Drug Antihypertensive Therapy: Factors – Concomitant Medical Conditions

Common medical conditions co-existing with hypertension may affect the choice of drug.

In non-insulin-dependent diabetes, thiazide diuretics can aggravate hyperglycemia. Angiotensin-converting enzyme inhibitors, calcium channel blockers, and central symptholytics, none of which affect blood sugar, would be preferred. The use of β-blockers in these patients is somewhat controversial (it has been suggested that they may decrease pancreatic insulin release) but is probably not contraindicated on the basis of current evidence.

In insulin-dependent diabetics, the hyperglycemic effect of thiazides is not a major concern (if the patient is already on insulin). Angiotensin-converting enzyme inhibitors may be particularly useful in patients with diabetic nephropathy to control hypertension and simultaneously slow the progression of renal insufficiency and diminish proteinuria. β-Blockers are best avoided unless the blood sugar level is well controlled and hypoglycemia is not a major problem; patients who have frequent hypoglycemic episodes may not tolerate the antigluconeogenetic effect of β-blockers.

For patients with ischemic heart disease, β-blockers and calcium channel blockers may simultaneously lower blood pressure and reduce the frequency of angina. In addition, β-blockers have been shown to prolong life in certain patients after myocardial infarction; this effect has not yet been demonstrated for calcium channel blockers.

Recent short-term studies have, however, indicated that nifedipine could help protect patients with coronary artery disease from developing new stenotic lesions. Should this be true over the long term, nifedipine would be a particularly attractive choice for treating hypertension in this patient group. The use of hydralazine to control blood pressure in a patient with ischemic heart disease who is not receiving p-blockers would be contraindicated because of baroreceptor-mediated reflex sympathetic tachycardia, increasing myocardial oxygen demand.

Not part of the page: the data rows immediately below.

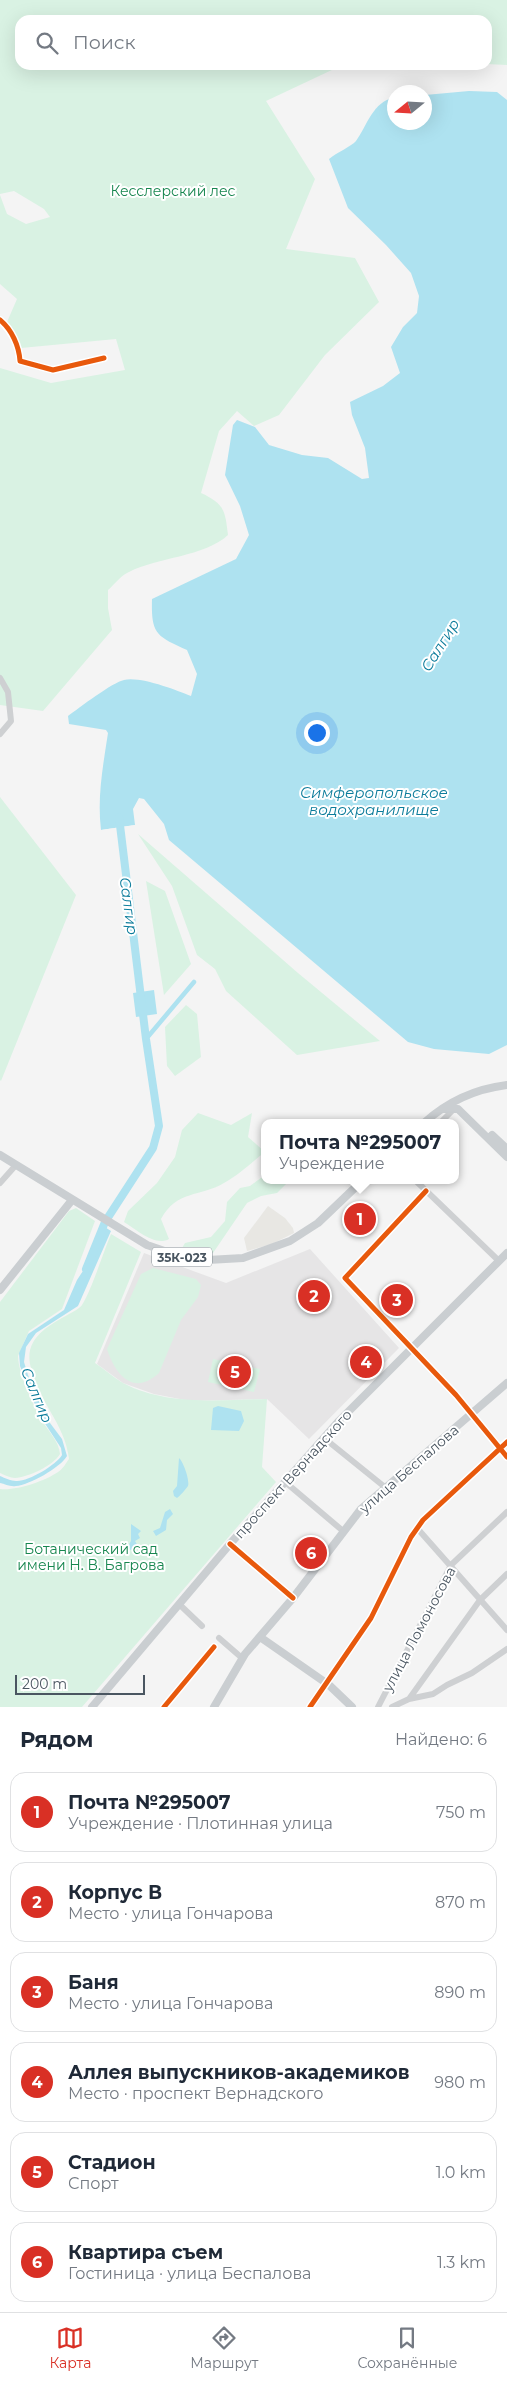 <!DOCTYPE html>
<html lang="ru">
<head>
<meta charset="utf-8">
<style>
	:root { --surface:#fff; --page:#f6f6f7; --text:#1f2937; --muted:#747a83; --line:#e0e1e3; --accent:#d93025 }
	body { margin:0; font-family:Montserrat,sans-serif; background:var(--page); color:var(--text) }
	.compass { position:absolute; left:387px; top:85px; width:45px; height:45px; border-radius:50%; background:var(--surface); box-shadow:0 5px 20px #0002; rotate:252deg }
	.scale { position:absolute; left:15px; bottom:12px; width:130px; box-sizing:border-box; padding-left:5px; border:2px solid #4a5661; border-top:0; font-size:14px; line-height:18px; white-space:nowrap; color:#4a5661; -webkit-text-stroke:4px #fff; paint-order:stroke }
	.you { position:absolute; left:316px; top:732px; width:18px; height:18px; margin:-12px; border:4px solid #fff; border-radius:50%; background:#1a73e8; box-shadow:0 0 0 8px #1a73e833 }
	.badge { display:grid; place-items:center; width:32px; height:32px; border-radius:50%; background:var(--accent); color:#fff; font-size:16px; font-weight:700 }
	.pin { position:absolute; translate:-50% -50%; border:2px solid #fff; box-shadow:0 1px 5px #0006 }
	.popup { position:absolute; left:261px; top:1119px; width:198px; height:65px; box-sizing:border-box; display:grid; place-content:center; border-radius:10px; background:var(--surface); filter:drop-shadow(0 1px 4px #0005); font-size:16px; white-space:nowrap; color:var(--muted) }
	.popup b { font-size:19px; color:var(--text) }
	.popup::after { content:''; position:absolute; left:50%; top:100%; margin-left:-10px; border:10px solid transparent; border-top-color:var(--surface) }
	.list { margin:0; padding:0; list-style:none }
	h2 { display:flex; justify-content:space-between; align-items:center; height:65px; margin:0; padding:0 20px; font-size:21px }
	h2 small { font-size:16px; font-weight:400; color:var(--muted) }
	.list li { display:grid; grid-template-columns:32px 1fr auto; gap:15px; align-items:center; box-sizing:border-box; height:80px; margin:0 10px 10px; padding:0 10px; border:1px solid var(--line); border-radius:15px }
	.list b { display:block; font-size:19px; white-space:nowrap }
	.list p { margin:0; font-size:16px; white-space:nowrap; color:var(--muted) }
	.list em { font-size:16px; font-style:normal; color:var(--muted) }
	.icon { flex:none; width:28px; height:28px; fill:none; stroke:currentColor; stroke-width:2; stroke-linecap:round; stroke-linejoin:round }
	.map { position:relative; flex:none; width:507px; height:1707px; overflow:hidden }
	.search { position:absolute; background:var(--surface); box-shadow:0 5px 20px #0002; left:15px; right:15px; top:15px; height:55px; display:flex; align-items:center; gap:12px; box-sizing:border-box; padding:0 18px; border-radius:15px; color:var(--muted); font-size:19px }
	.sheet { height:605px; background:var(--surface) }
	nav { display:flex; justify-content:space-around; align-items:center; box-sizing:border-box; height:70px; border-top:1px solid var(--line); background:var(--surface); font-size:14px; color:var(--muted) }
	nav a { display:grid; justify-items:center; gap:2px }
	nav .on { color:var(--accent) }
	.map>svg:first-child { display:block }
</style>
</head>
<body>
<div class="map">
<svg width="507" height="1707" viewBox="0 0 507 1707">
	<rect width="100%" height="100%" fill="#f4f4f4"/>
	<!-- commercial -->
	<path fill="#e8e7e3" d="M 268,1206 L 285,1218 L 293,1228 L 294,1233 L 272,1244 L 247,1251 L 244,1238 Z"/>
	<!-- education -->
	<path fill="#e6e5e6" d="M 310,1249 L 399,1348 L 309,1439 L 267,1399 L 190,1401 L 154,1394 L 123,1383 L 97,1364 L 144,1253 L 226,1283 Z"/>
	<!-- green -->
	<path fill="#d9f2e3" d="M 0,0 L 507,0 L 507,65 L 487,64 L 487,20 L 20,20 L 20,65 L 377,65 L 334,69 L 266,101 L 315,179 L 286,249 L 355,258 L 379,302 L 325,355 L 279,415 L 254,426 L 237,411 L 219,431 L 201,493 C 225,504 225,511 228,535 C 204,557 158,557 129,572 C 121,575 115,584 108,590 L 108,608 L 112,630 L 43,711 L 0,705 L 0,368 L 51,383 L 125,370 L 116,339 L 21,348 L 7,322 L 17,299 L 0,284 L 0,195 L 7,214 L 26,224 L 50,217 L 44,209 L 14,191 L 0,194 Z
		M 0,797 L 76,895 L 1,1081 L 0,1080 Z
		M 138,834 L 298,973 L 380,1041 L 297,1055 L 226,991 L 215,969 L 197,955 L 172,886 Z
		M 146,881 L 165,891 L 191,964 L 164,995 Z
		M 186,1005 L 197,1014 L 201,1057 L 175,1076 L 167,1066 L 165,1027 Z
		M 198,1113 L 231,1125 L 252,1113 L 248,1137 L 265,1152 C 252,1162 239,1175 224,1183 C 200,1197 177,1190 161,1219 L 169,1239 C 155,1247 136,1229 124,1222 L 128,1211 L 157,1183 L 175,1157 L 182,1130 Z
		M 265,1175 L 265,1180 L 290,1180 L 277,1193 L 261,1196 L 247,1203 L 213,1253 L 182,1248 L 185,1243 L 211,1237 L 225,1221 L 227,1202 L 240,1188 L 250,1186 Z
		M 76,1208 L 95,1221 L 62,1309 L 29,1331 L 18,1356 C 19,1376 32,1401 41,1419 C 48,1431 59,1441 60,1454 C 53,1466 28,1477 15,1478 C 10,1478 5,1475 0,1473 L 0,1302 L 69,1211 Z
		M 111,1234 L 141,1252 L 95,1363 C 104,1369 113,1377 123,1383 C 167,1406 219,1400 267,1399 L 262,1467 L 276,1482 L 82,1707 L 0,1707 L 0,1489 C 16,1491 45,1481 58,1472 C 63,1469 66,1463 69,1459 C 65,1423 36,1399 30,1364 C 25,1337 50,1325 69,1314 C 73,1312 79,1309 82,1305 C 92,1289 103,1253 111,1234 Z
		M 153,1268 L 196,1279 L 201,1285 L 198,1297 L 181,1320 L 159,1373 C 133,1397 115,1374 107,1349 L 141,1274 Z
		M 213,1359 L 260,1369 L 254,1392 L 208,1382 Z"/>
	<!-- water -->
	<path fill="#aee2f0" d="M 469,91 L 497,92 L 507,100 L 507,1045 L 489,1054 L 434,1049 L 408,1042 L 169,840 L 164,824 L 144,799 L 139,798 L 133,809 L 135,825 L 101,830 C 97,797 103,766 108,733 L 106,730 L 69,724 L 68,716 C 79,708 113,682 124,680 C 140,676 176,690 191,696 L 197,674 L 187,650 C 156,636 151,634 152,599 L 236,559 L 249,535 L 240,506 L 225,475 L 233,425 L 237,420 L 255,427 L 269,445 L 302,455 L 328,458 L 362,479 L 369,478 L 365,448 L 352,415 L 350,402 L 383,386 L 400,373 L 391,347 L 403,327 L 417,313 L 419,296 L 411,273 L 386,245 L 348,208 L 329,159 C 336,153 352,146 356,141 C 367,126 373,101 394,98 L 394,122 L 424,122 L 425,95 Z
		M 154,990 L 157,1014 L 136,1017 L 133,993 Z
		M 100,1224 L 111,1231 L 78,1306 L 36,1333 L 26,1347 L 24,1362 L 28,1375 L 50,1423 L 62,1439 L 67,1456 C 60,1468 29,1485 16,1486 C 10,1487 5,1484 0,1483 L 0,1476 C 5,1478 11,1481 16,1481 C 28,1482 56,1465 62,1455 L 61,1448 L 42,1419 L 33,1400 L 20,1366 L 19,1353 L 28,1334 L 64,1310 L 77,1280 L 98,1248 L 101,1232 Z
		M 218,1406 L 241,1411 L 244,1421 L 239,1431 L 211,1430 L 213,1408 Z
		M 179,1458 C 183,1461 190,1480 188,1486 C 186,1489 180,1496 177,1498 L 174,1496 L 173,1491 L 177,1486 Z
		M 170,1509 L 173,1514 L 167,1520 L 166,1530 L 156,1536 L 153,1531 L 160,1528 L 165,1512 Z
		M 131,1524 L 141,1531 L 138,1534 L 140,1538 L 135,1541 L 138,1546 L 131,1550 L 127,1548 L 131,1541 Z"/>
	<!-- pier -->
	<path fill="#f4f4f4" d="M 135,825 L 135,827 L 101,833 L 101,830 Z"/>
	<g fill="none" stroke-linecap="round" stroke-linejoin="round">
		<!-- canal -->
		<path stroke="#aee2f0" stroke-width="4.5" d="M 146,1039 L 194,982"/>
		<!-- river -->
		<path stroke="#aee2f0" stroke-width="8" d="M 86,1269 L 105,1222 L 153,1148 L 159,1126 L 146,1039 L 119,817"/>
		<!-- minor -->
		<path stroke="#ced0d2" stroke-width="6" d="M 0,320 C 12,330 19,346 20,361 L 53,370 L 104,358
			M 0,678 L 8,692 L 11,721 L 0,734
			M 440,1123 L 454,1109
			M 415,1180 L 499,1261
			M 0,1183 L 16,1165
			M 426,1191 L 345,1278 L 456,1395 L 507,1457
			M 324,1438 L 386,1488
			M 284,1481 L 343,1531
			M 417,1528 L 507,1630
			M 230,1544 L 293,1598
			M 179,1604 L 202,1626
			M 219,1638 L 242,1658
			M 409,1699 L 480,1600 L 507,1574
			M 164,1707 L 214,1647
			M 310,1707 L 371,1618 L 411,1537 L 423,1520 L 507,1442
			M 378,1707 L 451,1565 L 507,1512
			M 392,1707 L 409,1699 L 433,1694 L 447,1685 L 472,1673 L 507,1649"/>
		<!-- major -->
		<path stroke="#caced1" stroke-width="8" d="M 442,1109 L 458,1109 L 507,1157
			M 424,1123 C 447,1102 475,1089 507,1085
			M 492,1135 L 507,1149
			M 0,1155 L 147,1245 L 179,1256 L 208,1260 L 243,1258 L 290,1241 L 318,1223 L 363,1180
			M 0,1290 L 72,1200
			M 260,1637 L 329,1685 L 352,1707
			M 92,1707 L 230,1544 L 339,1421 L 507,1253
			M 214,1707 L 245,1654 L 293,1598 L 361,1509 L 507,1383"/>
		<defs>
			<path id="cycleway" d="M 0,320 C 12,330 19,346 20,361 L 53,370 L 104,358
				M 426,1191 L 345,1278 L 456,1395 L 507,1457
				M 230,1544 L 293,1598
				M 164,1707 L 214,1647
				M 310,1707 L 371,1618 L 411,1537 L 423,1520 L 507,1442"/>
		</defs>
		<!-- cycleway casing -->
		<use href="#cycleway" stroke="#fff" stroke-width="8"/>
		<!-- cycleway -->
		<use href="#cycleway" stroke="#e8590c" stroke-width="5"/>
	</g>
	<g text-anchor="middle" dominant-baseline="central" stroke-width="4" stroke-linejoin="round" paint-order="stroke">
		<!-- shield labels -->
		<rect fill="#fff" stroke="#808990" stroke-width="1" x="152" y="1247.5" width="60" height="19" rx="4"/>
		<g font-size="12" font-weight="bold" fill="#4a5661">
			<text x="182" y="1257">35К-023</text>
		</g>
		<!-- park labels -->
		<g font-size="14" fill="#17864f" stroke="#fff">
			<text x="173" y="191">Кесслерский лес</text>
			<text x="91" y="1549">Ботанический сад<tspan x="91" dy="16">имени Н. В. Багрова</tspan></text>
		</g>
		<!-- street labels -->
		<g font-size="14" fill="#4a5661" stroke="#fff">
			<text transform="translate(409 1469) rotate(-41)">улица Беспалова</text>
			<text transform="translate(293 1474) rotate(-48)">проспект Вернадского</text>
			<text transform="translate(419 1629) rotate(-62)">улица Ломоносова</text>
		</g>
		<!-- water labels -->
		<g font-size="15" font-style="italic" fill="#0c7c9b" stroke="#fff">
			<text transform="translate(440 645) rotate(-58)">Салгир</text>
			<text x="374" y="792">Симферопольское<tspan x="374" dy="17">водохранилище</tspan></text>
			<text transform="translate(129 906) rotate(82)">Салгир</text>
			<text transform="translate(37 1395) rotate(67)">Салгир</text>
		</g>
	</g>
</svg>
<svg class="compass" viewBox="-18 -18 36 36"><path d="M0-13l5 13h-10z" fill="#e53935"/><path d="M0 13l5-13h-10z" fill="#747a83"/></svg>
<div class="scale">200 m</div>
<div class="you"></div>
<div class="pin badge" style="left:360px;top:1219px">1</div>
<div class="popup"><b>Почта №295007</b>Учреждение</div>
<div class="pin badge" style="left:314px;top:1296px">2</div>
<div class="pin badge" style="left:397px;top:1300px">3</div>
<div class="pin badge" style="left:366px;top:1362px">4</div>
<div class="pin badge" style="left:235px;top:1372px">5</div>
<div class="pin badge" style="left:311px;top:1553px">6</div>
<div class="search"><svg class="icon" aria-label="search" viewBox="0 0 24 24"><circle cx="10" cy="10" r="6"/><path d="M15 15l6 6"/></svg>Поиск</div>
</div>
<section class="sheet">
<h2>Рядом<small>Найдено: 6</small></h2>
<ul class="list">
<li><span class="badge">1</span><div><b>Почта №295007</b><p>Учреждение · Плотинная улица</p></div><em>750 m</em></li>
<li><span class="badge">2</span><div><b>Корпус В</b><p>Место · улица Гончарова</p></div><em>870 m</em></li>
<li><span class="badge">3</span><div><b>Баня</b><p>Место · улица Гончарова</p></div><em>890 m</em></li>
<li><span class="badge">4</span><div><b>Аллея выпускников-академиков</b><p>Место · проспект Вернадского</p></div><em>980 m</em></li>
<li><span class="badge">5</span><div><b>Стадион</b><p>Спорт</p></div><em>1.0 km</em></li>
<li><span class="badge">6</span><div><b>Квартира съем</b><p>Гостиница · улица Беспалова</p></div><em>1.3 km</em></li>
</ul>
</section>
<nav>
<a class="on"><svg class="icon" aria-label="map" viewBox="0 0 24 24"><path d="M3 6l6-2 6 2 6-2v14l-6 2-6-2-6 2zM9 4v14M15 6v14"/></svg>Карта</a>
<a><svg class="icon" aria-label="directions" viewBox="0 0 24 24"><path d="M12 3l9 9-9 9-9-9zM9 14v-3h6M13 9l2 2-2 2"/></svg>Маршрут</a>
<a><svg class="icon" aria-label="saved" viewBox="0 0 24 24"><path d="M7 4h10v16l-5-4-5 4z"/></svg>Сохранённые</a>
</nav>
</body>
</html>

In the hypertensive patient with congestive heart failure, the combinations of a diuretic with an angiotensin-converting enzyme (ACE) inhibitor, or of hydralazine and nitrate, are potentially useful. β-Blockers are best avoided, because they can decrease left ventricular contractility. Calcium channel blockers (which also have some negative inotropic effects) may be considered as third-line drugs.

β-Blockers are contraindicated in asthmatic patients. Calcium channel blockers have the theoretic advantage of bronchiolar smooth muscle relaxation, although the clinical importance of this effect is uncertain. Angiotensin-converting enzyme inhibitors have the potential disadvantage of producing a confounding cough.

β-Blockers would be relatively contraindicated in patients with Raynaud’s phenomenon or severe peripheral vascular disease because β2 blockade would allow unopposed OC-mediated vasoconstriction. Calcium channel blockers, on the other hand, can produce desirable vasodilation in addition to their hypotensive effect.

Hydralazine would not be the initial choice for a hypertensive patient with a history of migraine. β-Blockers and verapamil have been associated with a decreased incidence of migraine attacks.

Thiazides are best avoided in patients with a history of gout. If they are absolutely required for control of hypertension, then concomitant therapy with allopurinol may be necessary. For patients with a history of depression, reserpine, methyldopa, and possibly β-blockers would best be avoided.

Patients with pre-existing dependent edema may balk at the increased ankle swelling sometimes produced by calcium channel blockers (especially nifedipine) or minoxidil. Diuretics, on the other hand, would be an attractive choice.

For young, anxious patients or those with a labile component to their blood pressure or a hyperkinetic circulation, β-blockers, with the ability to reduce sympathetically mediated findings, could be useful first-line agents. Hydralazine, on the other hand, would tend to augment sympathetic drive. Calcium entry blockers, with the sometimes troublesome nuisance effects of flushing and increased pulse rate, may not be well tolerated by these patients.

Controversy has arisen over whether antihypertensive drugs that adversely affect serum lipids should be avoided, as patients with abnormal lipid levels are at increased risk for cardiovascular complications. β-Blockers without ISA may worsen the lip-id profile, as may high doses of hydrochlorthiazide (100 mg daily or greater). β-Blockers with ISA and low doses of thiazides have less effect on serum lipids. Angiotensin-converting enzyme inhibitors, calcium channel blockers, and centrally acting agents have a neutral effect. Prazosin can actually improve a patient’s lipid profile. While short-term effects due to increased serum cholesterol have been observed in some studies, it remains to be established whether or not drug-induced alterations of serum lipids are clinically meaningful over the long term. The minor increase in serum cholesterol may not offset the potential benefit of blood pressure reduction.